Nessas mesmas cartas, Michael O’Leary avisava que, caso o Governo não cedesse, a Ryanair iria cancelar várias rotas na capital. E, perante a ausência de resposta do Executivo, a companhia irlandesa cumpriu a promessa. A 8 de março, anunciou o cancelamento de 19 rotas em Lisboa para o verão, num total de 5.000 voos. “Os nossos últimos esforços para pedir ajuda ao primeiro-ministro resultaram num total de 0 respostas. Infelizmente, a Ryanair é agora forçada a reduzir a sua frota de aviões”, escreveu o CEO, citado em comunicado.
Estes cancelamentos incluem destinos como Madrid, Malta ou Cracóvia, e vão significar a “perda de 150 postos de trabalho de aviação bem pagos”, de “mais de 900.000 passageiros” e de “mais de 250 milhões de euros em receitas turísticas”, afirma a Ryanair. “Estes cancelamentos — que poderiam ser evitados — acontecem após inúmeras tentativas, por parte da Ryanair, em solicitar ao Governo português que interviesse na libertação dos slots inutilizados pela TAP no verão 2022″, referiu a companhia irlandesa.
Mas pode a TAP emprestar slots à Ryanair, como pediu a companhia irlandesa?
Os factos
O ECO questionou a NAV Portugal, uma vez que é o seu Gabinete de Coordenação de Slots que gere esse processo. Fonte oficial explicou que em causa está a “mobilidade de slots“, prevista no regulamento europeu — EU 95/93 (conteúdo em inglês) –, “mas em moldes previamente definidos”. Ou seja, a lei diz que os slots só podem ser transferidos em três situações específicas.
A primeira é através da “transferência de slots entre companhias que pertencem à mesma sociedade”, o que não é o caso. A segunda opção é a “troca de slots (ou swap) entre companhias aéreas na base de ‘um por um'”, isto é, a TAP cede, por exemplo, quatro slots à Ryanair e, em troca, a Ryanair cede quatro dos seus slots à TAP. Mas uma troca não é um empréstimo, como a Ryanair pede.
A terceira situação é através da “partilha da operação envolvendo um determinado slot (operação em ‘code-share‘)”, isto é, em que duas ou mais companhias aéreas comercializam o mesmo voo. Até poderia acontecer no caso da Ryanair e da TAP, mas, mais uma vez, não é isso que a Ryanair quer. A companhia irlandesa pede um empréstimo.
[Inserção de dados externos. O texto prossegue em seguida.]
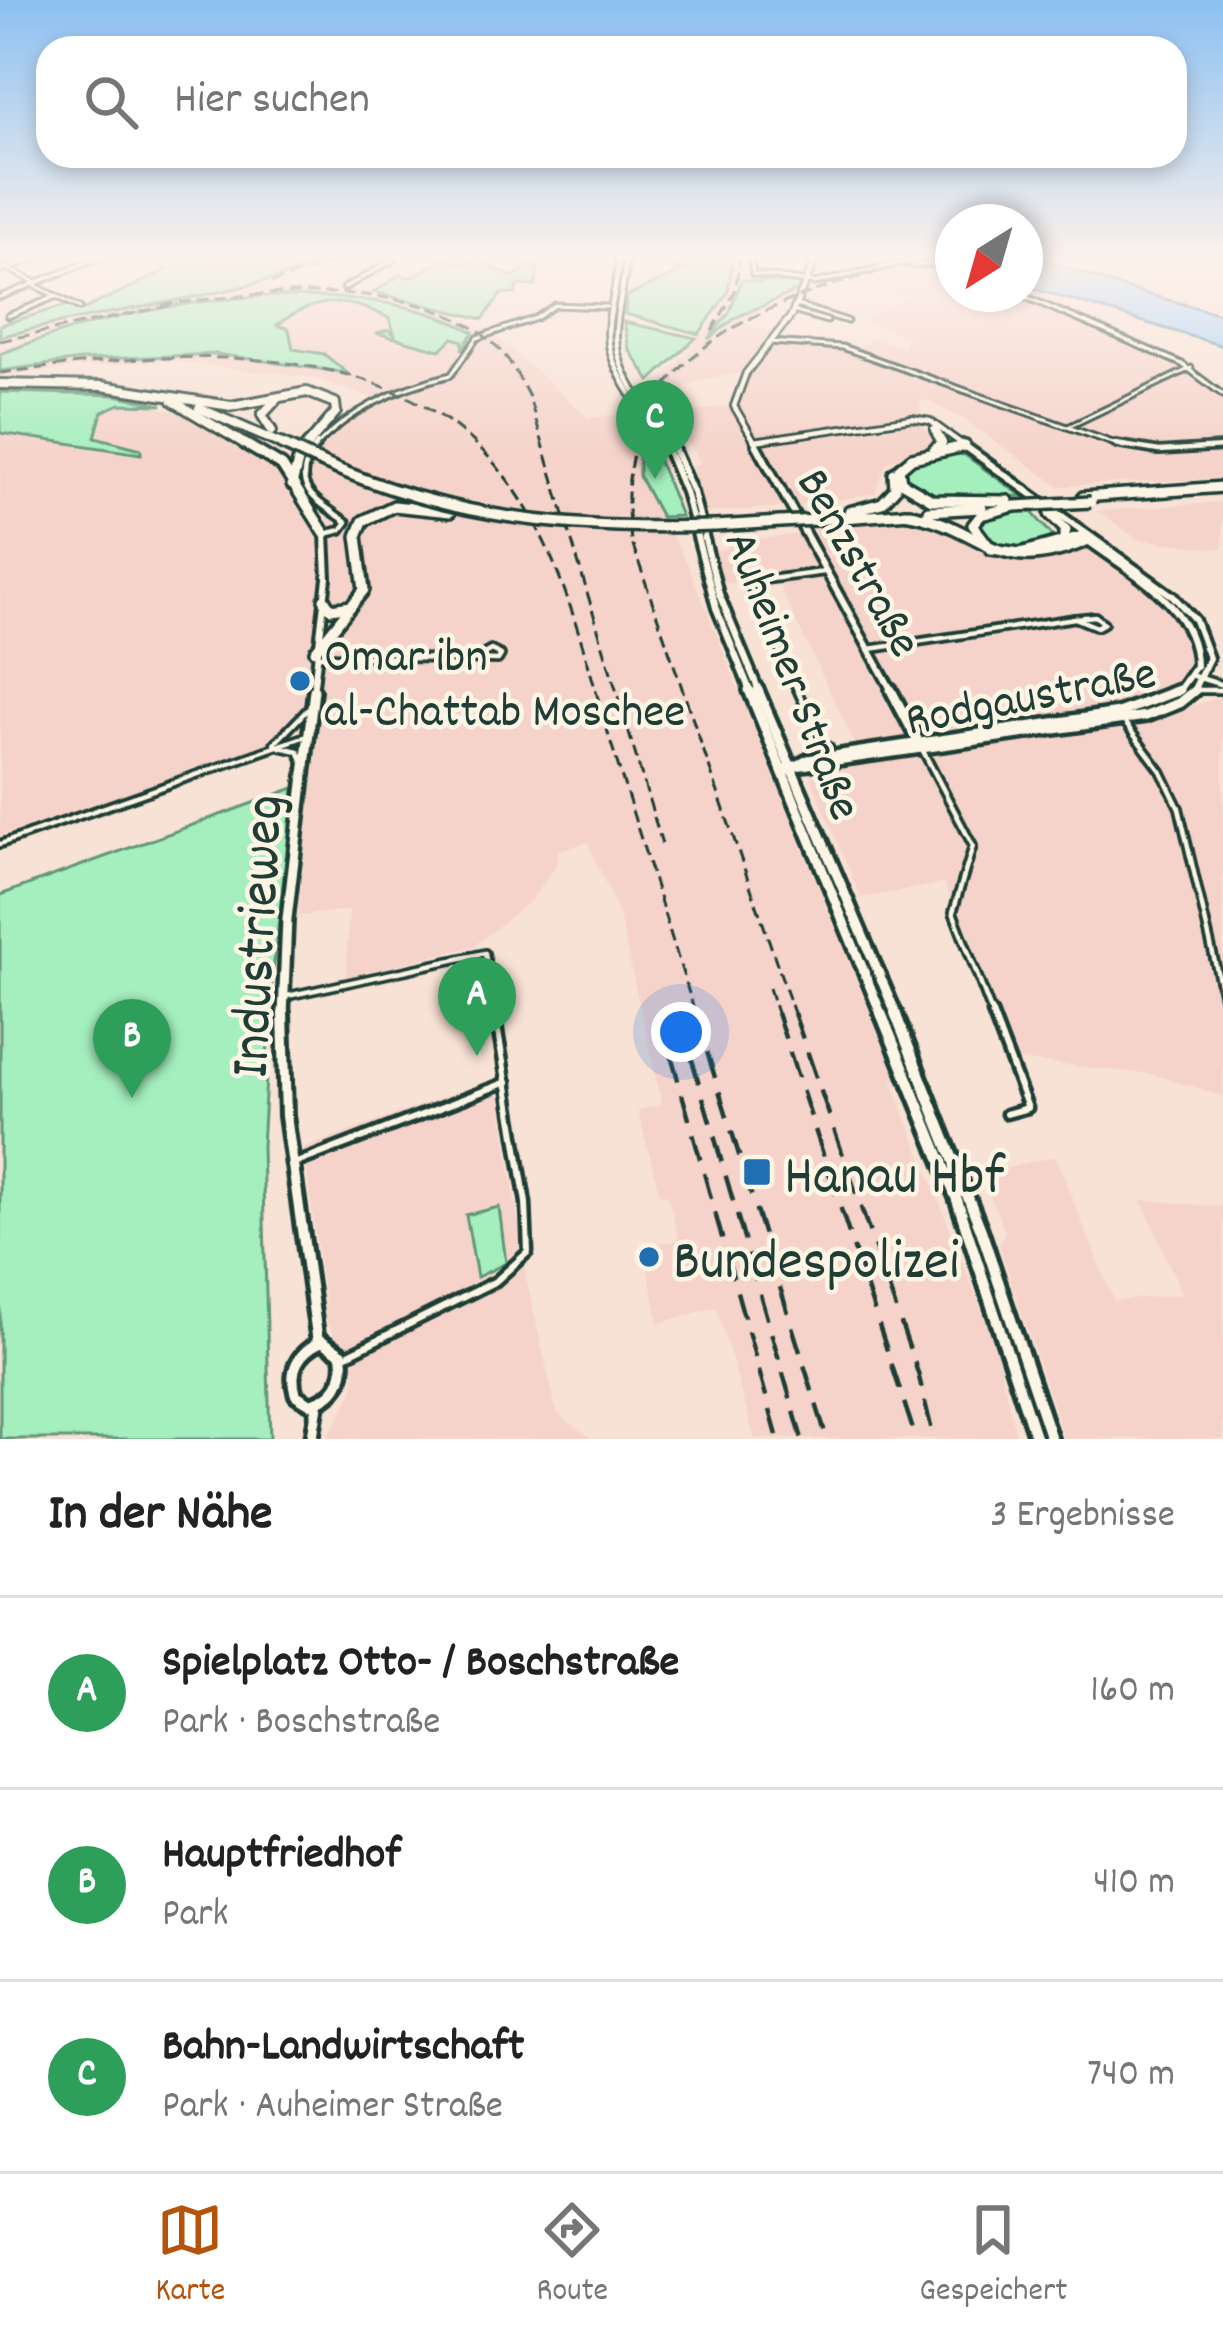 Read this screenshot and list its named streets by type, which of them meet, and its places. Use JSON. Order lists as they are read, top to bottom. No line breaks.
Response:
{"streets":{"main road":["Benzstraße","Auheimer Straße","Rodgaustraße","Industrieweg"]},"crossings":[["Benzstraße","Rodgaustraße"],["Auheimer Straße","Rodgaustraße"]],"places":{"other":["Omar ibn al-Chattab Moschee","Bundespolizei"],"transit":["Hanau Hbf"]},"north":"bottom left","page":{"search":"Hier suchen","pins":["C","A","B"],"heading":["In der Nähe","3 Ergebnisse"],"list":[{"mark":"A","name":"Spielplatz Otto- / Boschstraße","note":"Park · Boschstraße","value":"160 m"},{"mark":"B","name":"Hauptfriedhof","note":"Park","value":"410 m"},{"mark":"C","name":"Bahn-Landwirtschaft","note":"Park · Auheimer Straße","value":"740 m"}],"nav":["Karte","Route","Gespeichert"]}}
Sobre as declarações de Michael O’Leary relativas ao facto de a TAP saber com antecedência que não vai usar determinados slots, mas só os libertar com aviso prévio tardio, a NAV Portugal sublinha que, “quanto a slots eventualmente cancelados por alguma companhia aérea, o destino destes passa pela sua devolução ao coordenador de slots que, posteriormente, os redistribui seguindo as regras estabelecidas no regulamento europeu”.
O ECO questionou a TAP para perceber quantos slots pretende a companhia aérea usar este verão no aeroporto de Lisboa. Fonte oficial da empresa não respondeu diretamente, afirmando apenas que a TAP “segue a política e as regras estabelecidas pela IATA, que estipula que os slots no verão de 2022 têm de ter uma taxa de utilização de 64%”. Além disso, a TAP diz que “não dispõe de slots para emprestar a outras companhias, uma vez que segue as regras da IATA e devolveu à Coordenação todos os slots que não pretende utilizar”.
O ECO questionou a Ryanair quanto a estes pedidos de empréstimo ao Governo, mas até ao momento de publicação deste artigo não obteve qualquer resposta. Por perceber ficaram também os motivos para a Ryanair ter pedido mais slots no aeroporto de Lisboa, mas ter cancelado rotas. A companhia irlandesa também não respondeu a esta questão.
Prova dos 9
Com base no que foi explicado anteriormente, é possível afirmar que não é possível à TAP emprestar slots à Ryanair, como a companhia irlandesa tanto pediu. Assim, as afirmações (neste caso pedidos) da Ryanair estão erradas.